このとき経営層に求められるのは、どちらかを選択することではなく、どちらも高いレベルで実現することです。理念と業績を二項対立として捉えるのではなく、高いレベルで両立できる方法を模索していかなければいけません。
この葛藤を、「抽象の梯子(はしご)」という観点で見てみましょう。抽象の梯子とは、物事をさまざまな抽象度で捉える思考法です。抽象の梯子を説明する際には、「3人のレンガ職人」の話がよく用いられます。
3人のレンガ職人に「何をしているのか」と尋ねたら、1人目の職人は「レンガを積んでいる」と、2人目の職人は「教会を建てている」と、3人目の職人は「人々の心を豊かにする場所をつくっている」と答えました。
1人目の職人は「行動」を、2人目の職人は「目的」を、3人目の職人は「意義」を答えています。同じ仕事をしている3人ですが、仕事に対する捉え方が異なっていることが分かります。
「短期」と「長期」の葛藤を抽象の梯子の観点で見てみると、次のことがいえるでしょう。
- 「仕事をして業績を上げる」→ 事象を「行動」「目的」で捉えている。
- 「仕事をして業績を上げ、理念を実現する」→ 事象を「行動」「目的」「意義」で捉えている。

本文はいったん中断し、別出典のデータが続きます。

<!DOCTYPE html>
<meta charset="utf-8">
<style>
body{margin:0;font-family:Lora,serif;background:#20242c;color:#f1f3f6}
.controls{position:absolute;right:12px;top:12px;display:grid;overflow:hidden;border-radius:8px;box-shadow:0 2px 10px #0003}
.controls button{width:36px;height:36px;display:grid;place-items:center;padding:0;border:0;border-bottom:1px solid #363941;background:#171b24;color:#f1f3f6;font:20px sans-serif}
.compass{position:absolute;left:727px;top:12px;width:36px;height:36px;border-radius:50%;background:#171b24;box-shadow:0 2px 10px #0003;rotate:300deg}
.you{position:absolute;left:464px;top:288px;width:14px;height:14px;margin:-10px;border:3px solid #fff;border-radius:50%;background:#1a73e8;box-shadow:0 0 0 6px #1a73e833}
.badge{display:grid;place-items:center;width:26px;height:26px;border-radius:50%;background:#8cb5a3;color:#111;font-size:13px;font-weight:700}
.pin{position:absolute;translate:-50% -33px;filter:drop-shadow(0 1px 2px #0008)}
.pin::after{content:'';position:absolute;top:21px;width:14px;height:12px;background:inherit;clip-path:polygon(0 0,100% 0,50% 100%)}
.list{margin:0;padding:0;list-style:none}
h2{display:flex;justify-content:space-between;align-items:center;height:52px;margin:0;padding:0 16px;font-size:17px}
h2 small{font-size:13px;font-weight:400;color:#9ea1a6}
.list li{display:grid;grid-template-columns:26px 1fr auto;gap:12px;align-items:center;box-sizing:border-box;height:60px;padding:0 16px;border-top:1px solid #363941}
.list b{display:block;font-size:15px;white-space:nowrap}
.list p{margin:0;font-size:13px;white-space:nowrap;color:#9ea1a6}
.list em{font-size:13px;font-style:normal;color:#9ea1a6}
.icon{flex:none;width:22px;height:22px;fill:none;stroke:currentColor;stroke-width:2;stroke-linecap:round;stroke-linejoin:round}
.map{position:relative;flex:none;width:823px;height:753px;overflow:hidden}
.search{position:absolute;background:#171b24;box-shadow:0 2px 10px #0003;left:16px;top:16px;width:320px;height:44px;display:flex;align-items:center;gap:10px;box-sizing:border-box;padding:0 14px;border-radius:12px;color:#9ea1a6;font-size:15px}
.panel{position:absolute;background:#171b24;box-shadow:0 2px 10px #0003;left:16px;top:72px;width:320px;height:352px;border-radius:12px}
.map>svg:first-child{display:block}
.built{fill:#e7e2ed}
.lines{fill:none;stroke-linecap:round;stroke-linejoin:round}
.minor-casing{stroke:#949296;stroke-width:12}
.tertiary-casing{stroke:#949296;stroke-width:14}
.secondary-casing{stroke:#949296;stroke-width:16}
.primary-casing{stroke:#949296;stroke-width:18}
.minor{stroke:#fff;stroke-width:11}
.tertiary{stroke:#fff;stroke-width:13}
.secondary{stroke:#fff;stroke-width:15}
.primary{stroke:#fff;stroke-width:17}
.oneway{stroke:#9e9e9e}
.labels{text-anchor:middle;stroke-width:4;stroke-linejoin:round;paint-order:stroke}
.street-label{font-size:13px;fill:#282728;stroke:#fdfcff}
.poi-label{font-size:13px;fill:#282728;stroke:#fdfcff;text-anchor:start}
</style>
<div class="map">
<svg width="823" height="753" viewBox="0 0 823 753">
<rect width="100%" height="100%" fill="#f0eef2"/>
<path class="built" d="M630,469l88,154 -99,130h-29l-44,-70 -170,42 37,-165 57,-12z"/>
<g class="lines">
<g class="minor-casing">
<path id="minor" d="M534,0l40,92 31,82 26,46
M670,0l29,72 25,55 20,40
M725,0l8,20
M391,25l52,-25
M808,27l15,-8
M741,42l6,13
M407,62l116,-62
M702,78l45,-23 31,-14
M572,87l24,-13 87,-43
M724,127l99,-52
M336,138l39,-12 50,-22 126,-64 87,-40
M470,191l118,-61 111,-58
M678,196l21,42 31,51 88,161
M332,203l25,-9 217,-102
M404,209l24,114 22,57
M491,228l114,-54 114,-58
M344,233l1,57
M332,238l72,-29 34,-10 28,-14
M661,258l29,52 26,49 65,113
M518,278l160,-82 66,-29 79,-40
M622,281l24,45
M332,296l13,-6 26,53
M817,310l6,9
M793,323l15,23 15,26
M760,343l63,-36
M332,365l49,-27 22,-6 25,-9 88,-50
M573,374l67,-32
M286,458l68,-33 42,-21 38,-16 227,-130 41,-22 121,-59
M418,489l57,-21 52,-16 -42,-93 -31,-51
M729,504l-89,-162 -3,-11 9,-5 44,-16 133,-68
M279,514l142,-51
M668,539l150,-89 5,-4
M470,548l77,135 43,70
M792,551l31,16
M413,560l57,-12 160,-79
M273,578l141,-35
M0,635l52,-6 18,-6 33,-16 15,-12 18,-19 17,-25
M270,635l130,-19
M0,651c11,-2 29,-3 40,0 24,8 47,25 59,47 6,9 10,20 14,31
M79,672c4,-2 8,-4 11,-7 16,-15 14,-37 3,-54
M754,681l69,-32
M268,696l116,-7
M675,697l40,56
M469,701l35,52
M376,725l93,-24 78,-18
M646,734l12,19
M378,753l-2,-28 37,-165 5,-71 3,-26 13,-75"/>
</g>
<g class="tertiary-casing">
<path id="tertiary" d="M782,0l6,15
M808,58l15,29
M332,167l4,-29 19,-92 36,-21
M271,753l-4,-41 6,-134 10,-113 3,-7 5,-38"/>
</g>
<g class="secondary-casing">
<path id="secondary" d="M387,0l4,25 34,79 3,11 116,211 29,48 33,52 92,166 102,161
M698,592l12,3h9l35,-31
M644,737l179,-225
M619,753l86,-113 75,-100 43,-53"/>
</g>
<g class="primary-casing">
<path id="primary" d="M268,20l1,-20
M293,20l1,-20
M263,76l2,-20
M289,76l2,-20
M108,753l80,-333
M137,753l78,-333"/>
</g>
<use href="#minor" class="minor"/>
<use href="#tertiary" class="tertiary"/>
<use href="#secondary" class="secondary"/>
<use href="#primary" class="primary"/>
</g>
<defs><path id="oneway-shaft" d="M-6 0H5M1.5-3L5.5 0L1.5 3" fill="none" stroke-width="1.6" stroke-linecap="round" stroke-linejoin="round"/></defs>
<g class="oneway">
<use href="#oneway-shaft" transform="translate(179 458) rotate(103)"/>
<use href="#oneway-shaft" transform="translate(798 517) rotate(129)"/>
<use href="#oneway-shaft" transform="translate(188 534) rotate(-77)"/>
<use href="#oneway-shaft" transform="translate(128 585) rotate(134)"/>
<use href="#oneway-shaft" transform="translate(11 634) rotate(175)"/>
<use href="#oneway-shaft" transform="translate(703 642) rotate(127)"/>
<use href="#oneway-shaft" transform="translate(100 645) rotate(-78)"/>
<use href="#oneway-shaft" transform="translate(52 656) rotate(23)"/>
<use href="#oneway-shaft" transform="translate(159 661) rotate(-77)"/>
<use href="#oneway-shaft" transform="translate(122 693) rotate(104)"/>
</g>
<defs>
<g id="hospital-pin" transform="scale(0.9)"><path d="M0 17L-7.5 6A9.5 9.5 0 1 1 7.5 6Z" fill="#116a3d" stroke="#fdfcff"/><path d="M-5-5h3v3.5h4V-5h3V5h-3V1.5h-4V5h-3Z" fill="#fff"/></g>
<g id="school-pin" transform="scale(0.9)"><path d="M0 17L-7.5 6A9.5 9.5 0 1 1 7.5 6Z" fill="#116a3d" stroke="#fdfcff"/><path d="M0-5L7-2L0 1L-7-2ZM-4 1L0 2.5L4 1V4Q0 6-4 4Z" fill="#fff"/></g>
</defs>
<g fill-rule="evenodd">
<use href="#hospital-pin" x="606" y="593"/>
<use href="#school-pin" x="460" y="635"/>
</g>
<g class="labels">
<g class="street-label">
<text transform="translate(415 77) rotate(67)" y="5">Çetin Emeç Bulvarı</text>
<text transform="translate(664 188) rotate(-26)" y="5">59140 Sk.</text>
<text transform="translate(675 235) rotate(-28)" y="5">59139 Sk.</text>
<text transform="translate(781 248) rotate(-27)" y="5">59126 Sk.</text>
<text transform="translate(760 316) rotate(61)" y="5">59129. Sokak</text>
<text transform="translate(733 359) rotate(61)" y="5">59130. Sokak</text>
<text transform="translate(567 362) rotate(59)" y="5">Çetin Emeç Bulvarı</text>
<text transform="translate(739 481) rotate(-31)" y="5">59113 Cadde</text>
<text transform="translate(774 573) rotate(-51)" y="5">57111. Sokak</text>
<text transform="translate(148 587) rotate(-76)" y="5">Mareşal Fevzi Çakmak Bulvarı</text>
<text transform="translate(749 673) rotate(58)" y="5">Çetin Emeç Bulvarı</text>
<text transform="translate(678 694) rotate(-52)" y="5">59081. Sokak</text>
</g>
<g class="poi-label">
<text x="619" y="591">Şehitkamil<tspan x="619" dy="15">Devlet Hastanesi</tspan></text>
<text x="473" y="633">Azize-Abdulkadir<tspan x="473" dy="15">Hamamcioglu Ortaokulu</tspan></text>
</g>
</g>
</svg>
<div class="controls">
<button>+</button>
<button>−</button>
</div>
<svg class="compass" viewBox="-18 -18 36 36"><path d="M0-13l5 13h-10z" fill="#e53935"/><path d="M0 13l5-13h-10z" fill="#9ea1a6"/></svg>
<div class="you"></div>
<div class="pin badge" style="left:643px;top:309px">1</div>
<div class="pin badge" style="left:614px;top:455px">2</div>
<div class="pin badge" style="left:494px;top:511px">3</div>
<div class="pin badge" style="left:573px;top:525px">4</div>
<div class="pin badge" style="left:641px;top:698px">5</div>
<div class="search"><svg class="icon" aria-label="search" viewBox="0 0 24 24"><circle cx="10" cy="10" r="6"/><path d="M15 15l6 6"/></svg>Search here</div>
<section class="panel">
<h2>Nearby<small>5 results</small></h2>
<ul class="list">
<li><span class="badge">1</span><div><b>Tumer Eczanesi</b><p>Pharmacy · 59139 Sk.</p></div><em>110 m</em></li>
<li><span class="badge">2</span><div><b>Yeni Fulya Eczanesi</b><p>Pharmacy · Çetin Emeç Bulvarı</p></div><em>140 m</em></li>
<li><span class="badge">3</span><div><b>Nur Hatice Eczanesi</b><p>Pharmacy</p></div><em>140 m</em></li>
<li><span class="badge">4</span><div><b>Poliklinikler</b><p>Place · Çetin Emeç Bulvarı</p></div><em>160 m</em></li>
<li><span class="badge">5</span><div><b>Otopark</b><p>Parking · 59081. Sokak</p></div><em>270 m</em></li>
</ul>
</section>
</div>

つまり、業績を上げることと理念を実現することは、その事象を「どの抽象度で捉えるか」だけの違いであり、実質は同じことだといえます。繰り返しになりますが、「業績と理念、どちらを優先すべきか」というように、二項対立で捉えるのはナンセンスです。理念をさまざまな指標に接続し、理念と業績向上の同時実現ができるようになれば、次世代経営層として期待される存在になれるでしょう。